Collected data:

<<<<

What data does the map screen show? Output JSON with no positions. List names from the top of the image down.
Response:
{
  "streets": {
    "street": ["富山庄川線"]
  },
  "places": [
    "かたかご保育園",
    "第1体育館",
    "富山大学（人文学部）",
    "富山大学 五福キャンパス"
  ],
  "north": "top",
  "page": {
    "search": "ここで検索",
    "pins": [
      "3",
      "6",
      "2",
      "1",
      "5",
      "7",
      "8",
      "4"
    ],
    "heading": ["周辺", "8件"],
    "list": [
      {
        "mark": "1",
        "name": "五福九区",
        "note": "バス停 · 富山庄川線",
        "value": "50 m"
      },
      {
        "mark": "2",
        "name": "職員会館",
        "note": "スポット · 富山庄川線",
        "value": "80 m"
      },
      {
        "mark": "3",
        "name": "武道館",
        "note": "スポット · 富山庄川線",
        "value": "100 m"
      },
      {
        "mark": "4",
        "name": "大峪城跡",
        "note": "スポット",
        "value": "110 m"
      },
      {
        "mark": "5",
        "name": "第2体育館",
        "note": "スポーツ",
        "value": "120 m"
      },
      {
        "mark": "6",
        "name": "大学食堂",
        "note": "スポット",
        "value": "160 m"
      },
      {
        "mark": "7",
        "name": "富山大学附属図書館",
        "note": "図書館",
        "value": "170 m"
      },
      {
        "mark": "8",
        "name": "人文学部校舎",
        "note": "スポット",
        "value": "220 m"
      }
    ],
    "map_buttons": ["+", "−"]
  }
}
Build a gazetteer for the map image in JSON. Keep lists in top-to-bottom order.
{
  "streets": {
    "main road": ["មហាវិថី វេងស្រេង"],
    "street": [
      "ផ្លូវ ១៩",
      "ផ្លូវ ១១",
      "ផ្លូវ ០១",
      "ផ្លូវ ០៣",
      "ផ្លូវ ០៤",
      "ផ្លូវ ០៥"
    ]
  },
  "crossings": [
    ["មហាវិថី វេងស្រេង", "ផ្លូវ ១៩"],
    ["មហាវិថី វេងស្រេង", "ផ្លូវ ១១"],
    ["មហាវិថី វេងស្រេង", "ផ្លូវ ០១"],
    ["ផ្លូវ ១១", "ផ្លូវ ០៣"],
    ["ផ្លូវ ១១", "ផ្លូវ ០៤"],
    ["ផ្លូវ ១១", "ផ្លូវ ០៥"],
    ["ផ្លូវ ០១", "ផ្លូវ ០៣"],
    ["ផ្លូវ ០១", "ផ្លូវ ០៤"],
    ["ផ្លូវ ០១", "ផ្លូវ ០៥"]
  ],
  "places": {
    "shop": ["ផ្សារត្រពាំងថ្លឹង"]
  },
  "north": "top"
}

>>>>

Task item: Your response should be made up of the lines in the data that contain the word "JSON".

Answer to the exercise:
What data does the map screen show? Output JSON with no positions. List names from the top of the image down.
Build a gazetteer for the map image in JSON. Keep lists in top-to-bottom order.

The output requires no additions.